(Stored items)

#####

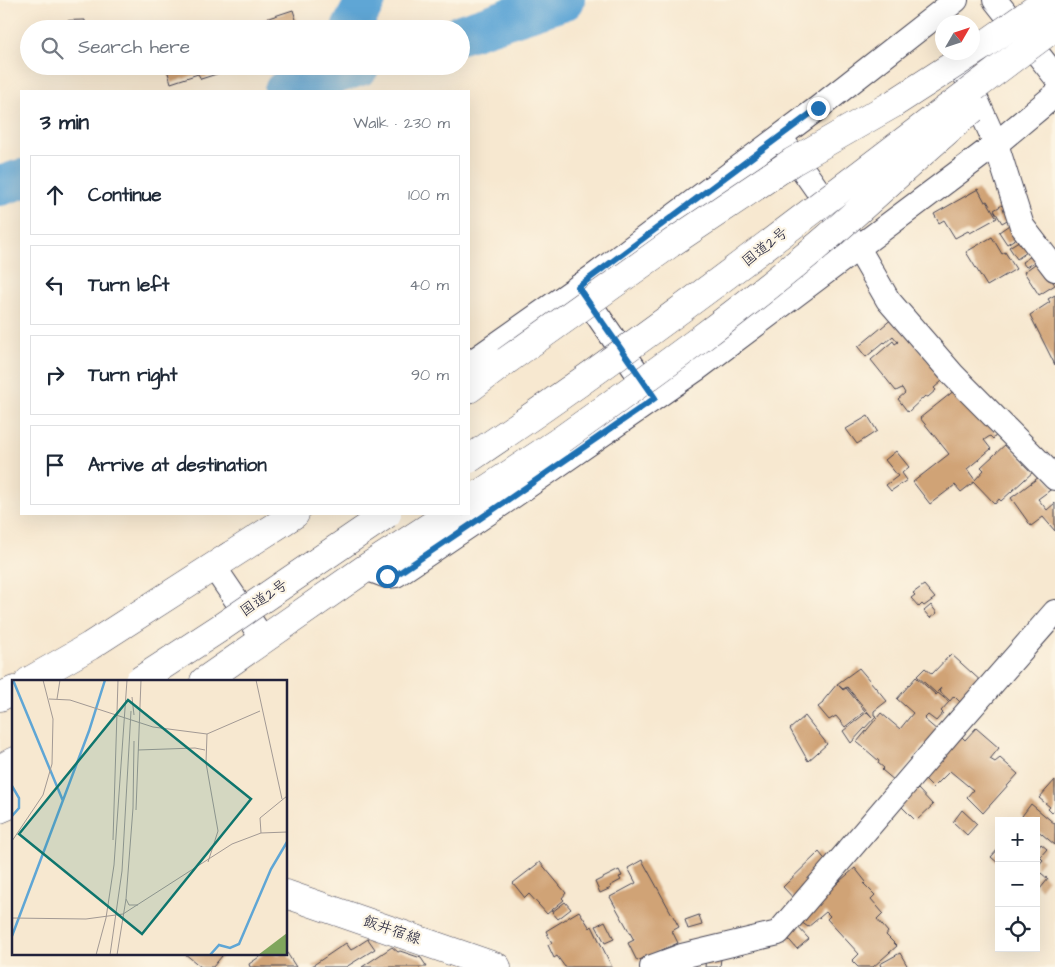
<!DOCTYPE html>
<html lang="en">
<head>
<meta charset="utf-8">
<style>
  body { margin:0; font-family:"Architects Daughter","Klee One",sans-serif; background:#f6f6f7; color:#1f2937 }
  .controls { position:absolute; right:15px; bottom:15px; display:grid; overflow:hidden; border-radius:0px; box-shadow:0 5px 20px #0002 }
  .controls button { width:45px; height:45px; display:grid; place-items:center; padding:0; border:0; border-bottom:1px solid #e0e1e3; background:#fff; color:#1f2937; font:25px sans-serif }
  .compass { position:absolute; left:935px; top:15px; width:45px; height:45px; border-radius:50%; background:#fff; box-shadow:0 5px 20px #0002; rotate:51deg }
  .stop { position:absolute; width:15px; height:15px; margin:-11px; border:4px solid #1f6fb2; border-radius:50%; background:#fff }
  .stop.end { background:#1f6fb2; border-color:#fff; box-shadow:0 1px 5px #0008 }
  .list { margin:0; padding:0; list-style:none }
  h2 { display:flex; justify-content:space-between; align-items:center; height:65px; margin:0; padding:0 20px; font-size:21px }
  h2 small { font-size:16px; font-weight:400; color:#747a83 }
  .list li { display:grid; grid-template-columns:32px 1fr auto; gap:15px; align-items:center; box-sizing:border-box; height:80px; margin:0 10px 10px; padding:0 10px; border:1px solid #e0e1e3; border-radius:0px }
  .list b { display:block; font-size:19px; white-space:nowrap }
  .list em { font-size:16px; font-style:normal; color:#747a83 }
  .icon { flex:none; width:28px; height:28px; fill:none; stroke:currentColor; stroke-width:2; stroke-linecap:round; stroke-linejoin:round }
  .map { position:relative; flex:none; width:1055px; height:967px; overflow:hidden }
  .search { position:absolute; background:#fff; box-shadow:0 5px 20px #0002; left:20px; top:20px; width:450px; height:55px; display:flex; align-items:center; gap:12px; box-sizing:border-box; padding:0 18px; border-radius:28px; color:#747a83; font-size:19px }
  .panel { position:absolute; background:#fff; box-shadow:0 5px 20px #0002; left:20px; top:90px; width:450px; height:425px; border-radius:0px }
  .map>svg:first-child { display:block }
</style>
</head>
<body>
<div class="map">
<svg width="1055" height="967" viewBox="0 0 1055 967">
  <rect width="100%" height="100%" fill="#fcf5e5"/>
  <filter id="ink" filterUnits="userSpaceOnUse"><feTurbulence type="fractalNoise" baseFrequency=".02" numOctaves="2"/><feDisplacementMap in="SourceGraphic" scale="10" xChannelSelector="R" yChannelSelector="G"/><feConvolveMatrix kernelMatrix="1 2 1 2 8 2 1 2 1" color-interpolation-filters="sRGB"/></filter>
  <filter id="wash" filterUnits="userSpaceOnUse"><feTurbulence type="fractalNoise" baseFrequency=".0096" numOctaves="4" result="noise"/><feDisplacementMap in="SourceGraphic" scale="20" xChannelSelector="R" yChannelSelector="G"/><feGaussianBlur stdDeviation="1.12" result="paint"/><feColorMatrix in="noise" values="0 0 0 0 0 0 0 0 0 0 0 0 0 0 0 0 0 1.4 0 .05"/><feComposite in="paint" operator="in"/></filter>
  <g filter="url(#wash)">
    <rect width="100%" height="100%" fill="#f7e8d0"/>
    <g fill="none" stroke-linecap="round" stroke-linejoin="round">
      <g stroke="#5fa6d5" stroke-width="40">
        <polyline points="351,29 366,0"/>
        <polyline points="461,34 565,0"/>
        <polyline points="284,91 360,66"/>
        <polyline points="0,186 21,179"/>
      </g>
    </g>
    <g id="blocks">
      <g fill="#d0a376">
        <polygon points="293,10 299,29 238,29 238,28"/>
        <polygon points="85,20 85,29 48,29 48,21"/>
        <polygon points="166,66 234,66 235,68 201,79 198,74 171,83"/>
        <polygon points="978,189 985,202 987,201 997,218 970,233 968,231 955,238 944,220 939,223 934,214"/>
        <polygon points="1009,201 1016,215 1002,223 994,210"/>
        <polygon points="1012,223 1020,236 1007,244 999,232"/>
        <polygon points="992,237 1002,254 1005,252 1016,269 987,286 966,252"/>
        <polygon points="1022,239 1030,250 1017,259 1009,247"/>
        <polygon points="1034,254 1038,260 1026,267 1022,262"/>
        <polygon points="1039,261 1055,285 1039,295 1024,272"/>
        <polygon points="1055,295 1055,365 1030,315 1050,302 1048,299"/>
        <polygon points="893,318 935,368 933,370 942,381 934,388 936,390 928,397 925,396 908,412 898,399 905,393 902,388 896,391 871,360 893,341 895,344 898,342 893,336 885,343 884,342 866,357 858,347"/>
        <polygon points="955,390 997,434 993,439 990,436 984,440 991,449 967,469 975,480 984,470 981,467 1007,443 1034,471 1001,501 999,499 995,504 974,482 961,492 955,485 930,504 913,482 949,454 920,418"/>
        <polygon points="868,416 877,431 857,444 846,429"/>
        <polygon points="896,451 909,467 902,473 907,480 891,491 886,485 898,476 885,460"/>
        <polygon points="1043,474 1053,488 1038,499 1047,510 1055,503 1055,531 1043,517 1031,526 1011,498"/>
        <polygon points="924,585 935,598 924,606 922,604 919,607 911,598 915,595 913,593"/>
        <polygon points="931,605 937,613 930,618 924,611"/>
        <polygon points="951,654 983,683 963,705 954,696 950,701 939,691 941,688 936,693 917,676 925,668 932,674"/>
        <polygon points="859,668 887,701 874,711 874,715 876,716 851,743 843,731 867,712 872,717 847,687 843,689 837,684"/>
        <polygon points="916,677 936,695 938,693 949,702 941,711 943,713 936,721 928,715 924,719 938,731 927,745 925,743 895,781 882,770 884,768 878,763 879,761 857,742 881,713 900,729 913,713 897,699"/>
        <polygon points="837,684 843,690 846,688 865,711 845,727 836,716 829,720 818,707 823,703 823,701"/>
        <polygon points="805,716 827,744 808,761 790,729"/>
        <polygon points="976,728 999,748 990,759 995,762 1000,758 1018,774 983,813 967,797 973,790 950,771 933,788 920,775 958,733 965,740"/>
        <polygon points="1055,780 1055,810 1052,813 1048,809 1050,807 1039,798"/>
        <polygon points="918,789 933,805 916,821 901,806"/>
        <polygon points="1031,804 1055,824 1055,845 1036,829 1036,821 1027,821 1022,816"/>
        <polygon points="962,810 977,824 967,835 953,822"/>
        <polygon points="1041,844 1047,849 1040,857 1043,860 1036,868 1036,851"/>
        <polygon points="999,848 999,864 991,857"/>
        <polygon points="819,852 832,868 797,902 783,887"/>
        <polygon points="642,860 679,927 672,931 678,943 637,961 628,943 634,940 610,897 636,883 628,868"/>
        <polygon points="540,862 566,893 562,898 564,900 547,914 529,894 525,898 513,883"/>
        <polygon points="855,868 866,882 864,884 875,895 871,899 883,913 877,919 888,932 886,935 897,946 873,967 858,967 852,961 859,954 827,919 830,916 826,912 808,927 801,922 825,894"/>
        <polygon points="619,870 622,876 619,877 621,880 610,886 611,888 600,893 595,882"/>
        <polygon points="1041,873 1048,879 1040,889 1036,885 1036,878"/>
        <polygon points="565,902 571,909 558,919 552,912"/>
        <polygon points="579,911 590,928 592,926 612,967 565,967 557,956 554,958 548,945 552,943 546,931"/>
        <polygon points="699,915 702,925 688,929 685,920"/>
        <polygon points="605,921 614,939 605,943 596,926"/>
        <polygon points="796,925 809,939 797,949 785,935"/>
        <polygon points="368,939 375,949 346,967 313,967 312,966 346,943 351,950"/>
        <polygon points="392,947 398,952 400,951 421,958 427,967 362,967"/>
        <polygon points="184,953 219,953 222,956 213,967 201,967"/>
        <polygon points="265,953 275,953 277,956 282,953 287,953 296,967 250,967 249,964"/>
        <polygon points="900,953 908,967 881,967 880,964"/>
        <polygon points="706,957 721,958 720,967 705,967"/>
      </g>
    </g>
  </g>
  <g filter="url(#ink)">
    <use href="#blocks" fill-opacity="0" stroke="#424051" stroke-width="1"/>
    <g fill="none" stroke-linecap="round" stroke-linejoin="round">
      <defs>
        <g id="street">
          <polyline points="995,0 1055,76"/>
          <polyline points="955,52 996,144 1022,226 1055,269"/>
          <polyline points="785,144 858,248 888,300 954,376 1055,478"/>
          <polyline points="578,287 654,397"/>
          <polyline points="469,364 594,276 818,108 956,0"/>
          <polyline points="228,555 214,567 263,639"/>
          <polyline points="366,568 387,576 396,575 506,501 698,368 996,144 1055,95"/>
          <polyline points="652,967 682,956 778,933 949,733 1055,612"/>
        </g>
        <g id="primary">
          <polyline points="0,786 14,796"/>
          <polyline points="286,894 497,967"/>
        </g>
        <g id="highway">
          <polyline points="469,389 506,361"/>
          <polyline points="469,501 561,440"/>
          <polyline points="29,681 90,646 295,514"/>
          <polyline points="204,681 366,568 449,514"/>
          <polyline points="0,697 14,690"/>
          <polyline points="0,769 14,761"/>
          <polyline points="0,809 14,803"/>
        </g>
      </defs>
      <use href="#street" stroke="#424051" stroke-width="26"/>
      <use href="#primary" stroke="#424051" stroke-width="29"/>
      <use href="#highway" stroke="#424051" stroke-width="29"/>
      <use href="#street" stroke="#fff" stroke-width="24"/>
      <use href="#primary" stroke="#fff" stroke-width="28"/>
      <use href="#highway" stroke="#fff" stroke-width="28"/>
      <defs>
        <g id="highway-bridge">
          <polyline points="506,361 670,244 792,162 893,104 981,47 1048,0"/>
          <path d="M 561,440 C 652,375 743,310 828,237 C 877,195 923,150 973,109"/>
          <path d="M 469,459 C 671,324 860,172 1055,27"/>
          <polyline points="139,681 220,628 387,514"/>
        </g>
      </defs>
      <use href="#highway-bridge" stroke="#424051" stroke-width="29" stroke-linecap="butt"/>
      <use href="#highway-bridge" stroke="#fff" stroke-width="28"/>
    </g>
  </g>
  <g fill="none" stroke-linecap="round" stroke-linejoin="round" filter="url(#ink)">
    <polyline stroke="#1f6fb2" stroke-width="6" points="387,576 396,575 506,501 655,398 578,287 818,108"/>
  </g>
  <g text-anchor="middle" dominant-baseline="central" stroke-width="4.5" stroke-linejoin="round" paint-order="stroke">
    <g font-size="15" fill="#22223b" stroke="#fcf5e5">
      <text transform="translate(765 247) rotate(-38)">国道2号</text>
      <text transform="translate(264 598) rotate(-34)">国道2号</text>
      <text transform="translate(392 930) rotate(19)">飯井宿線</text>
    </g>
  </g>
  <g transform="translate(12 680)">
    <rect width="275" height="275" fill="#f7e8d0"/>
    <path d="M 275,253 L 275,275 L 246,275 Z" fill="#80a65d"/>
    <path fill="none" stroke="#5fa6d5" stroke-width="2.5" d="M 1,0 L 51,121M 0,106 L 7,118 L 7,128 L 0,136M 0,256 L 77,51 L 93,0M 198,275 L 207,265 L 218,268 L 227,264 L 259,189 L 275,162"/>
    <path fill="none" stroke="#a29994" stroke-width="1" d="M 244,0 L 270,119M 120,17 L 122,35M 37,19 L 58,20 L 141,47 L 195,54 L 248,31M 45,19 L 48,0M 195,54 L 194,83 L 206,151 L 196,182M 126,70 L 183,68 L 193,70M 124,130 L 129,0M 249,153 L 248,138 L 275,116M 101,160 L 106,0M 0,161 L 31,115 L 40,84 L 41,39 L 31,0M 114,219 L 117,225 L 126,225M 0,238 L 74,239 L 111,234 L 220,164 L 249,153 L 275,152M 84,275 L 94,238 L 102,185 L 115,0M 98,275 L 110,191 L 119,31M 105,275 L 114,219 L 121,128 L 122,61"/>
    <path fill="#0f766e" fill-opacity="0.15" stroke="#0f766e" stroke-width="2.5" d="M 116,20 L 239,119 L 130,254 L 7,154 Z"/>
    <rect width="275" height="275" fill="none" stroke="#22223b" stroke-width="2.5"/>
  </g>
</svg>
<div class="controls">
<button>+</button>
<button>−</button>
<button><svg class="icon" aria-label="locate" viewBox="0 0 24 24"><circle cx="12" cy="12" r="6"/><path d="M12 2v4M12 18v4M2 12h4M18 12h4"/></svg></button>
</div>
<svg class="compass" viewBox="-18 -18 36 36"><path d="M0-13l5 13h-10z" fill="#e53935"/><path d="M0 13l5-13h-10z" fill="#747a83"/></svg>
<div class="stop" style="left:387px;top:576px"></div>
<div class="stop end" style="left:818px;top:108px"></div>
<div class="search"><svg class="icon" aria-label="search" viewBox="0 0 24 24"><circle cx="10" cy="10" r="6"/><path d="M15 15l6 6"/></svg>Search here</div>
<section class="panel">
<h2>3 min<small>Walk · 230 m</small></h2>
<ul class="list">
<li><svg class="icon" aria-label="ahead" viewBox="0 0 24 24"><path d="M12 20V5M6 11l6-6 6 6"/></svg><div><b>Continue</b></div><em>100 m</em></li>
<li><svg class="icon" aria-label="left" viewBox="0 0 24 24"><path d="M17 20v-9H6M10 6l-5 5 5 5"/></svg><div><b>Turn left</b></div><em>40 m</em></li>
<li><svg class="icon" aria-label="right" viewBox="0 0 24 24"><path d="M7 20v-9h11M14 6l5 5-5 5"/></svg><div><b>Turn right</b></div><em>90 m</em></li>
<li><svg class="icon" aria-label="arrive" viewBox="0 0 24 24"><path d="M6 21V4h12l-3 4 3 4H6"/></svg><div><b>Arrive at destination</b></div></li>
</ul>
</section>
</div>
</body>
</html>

#####

• [ASSIGNED TASK] Return, unchanged, the run of lines above that opens with the line containing "position:absolute; right:15px; bottom:15px;" and closes with the line containing "display:grid; grid-template-columns:32px 1fr". Include both.

• [OUTPUT OF THE TASK]
  .controls { position:absolute; right:15px; bottom:15px; display:grid; overflow:hidden; border-radius:0px; box-shadow:0 5px 20px #0002 }
  .controls button { width:45px; height:45px; display:grid; place-items:center; padding:0; border:0; border-bottom:1px solid #e0e1e3; background:#fff; color:#1f2937; font:25px sans-serif }
  .compass { position:absolute; left:935px; top:15px; width:45px; height:45px; border-radius:50%; background:#fff; box-shadow:0 5px 20px #0002; rotate:51deg }
  .stop { position:absolute; width:15px; height:15px; margin:-11px; border:4px solid #1f6fb2; border-radius:50%; background:#fff }
  .stop.end { background:#1f6fb2; border-color:#fff; box-shadow:0 1px 5px #0008 }
  .list { margin:0; padding:0; list-style:none }
  h2 { display:flex; justify-content:space-between; align-items:center; height:65px; margin:0; padding:0 20px; font-size:21px }
  h2 small { font-size:16px; font-weight:400; color:#747a83 }
  .list li { display:grid; grid-template-columns:32px 1fr auto; gap:15px; align-items:center; box-sizing:border-box; height:80px; margin:0 10px 10px; padding:0 10px; border:1px solid #e0e1e3; border-radius:0px }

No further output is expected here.